• **ACTIVITY**
Copy each line containing "Lane" from the listing below.

• **EXTRACTED INFORMATION**
==*==

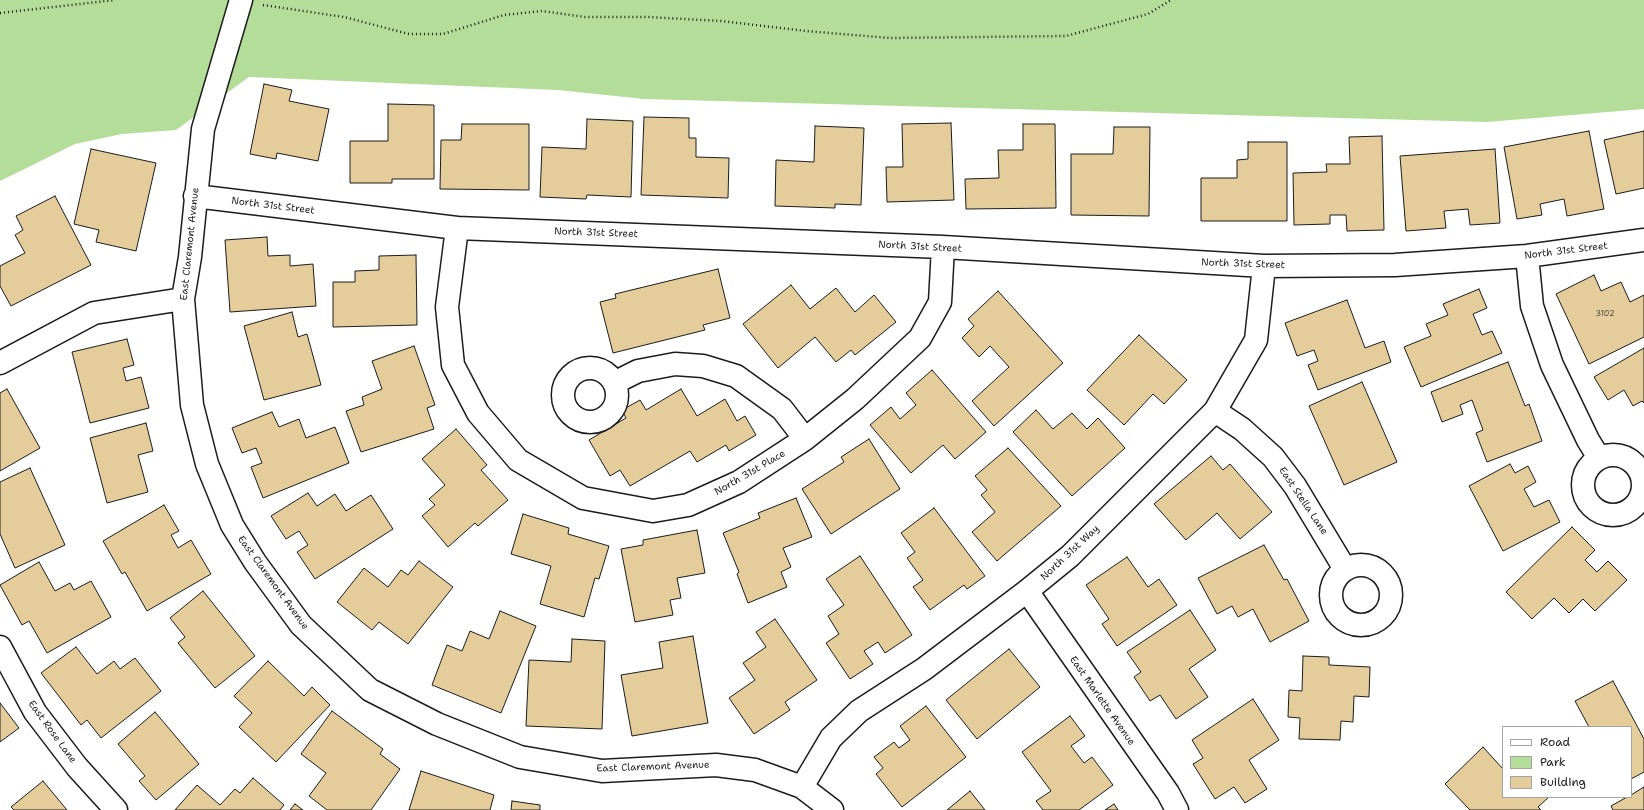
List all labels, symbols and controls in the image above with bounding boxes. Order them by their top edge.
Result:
street label: East Claremont Avenue [178,187,202,301]
street label: North 31st Street [231,195,315,217]
street label: North 31st Street [554,226,638,240]
street label: North 31st Street [878,239,962,255]
street label: North 31st Street [1524,240,1608,262]
street label: North 31st Street [1201,257,1285,271]
house number: 3102 [1595,309,1615,319]
street label: North 31st Place [712,448,788,498]
street label: East Stella Lane [1276,465,1330,537]
street label: North 31st Way [1038,523,1102,583]
street label: East Claremont Avenue [235,534,311,632]
street label: East Marlette Avenue [1067,654,1137,748]
street label: East Rose Lane [25,698,79,766]
legend [1502,726,1632,798]
text: Road [1540,734,1570,750]
text: Park [1540,754,1566,770]
street label: East Claremont Avenue [596,759,710,775]
text: Building [1540,774,1586,790]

==*==

• **REPLY TO THE EXERCISE**
street label: East Stella Lane [1276,465,1330,537]
street label: East Rose Lane [25,698,79,766]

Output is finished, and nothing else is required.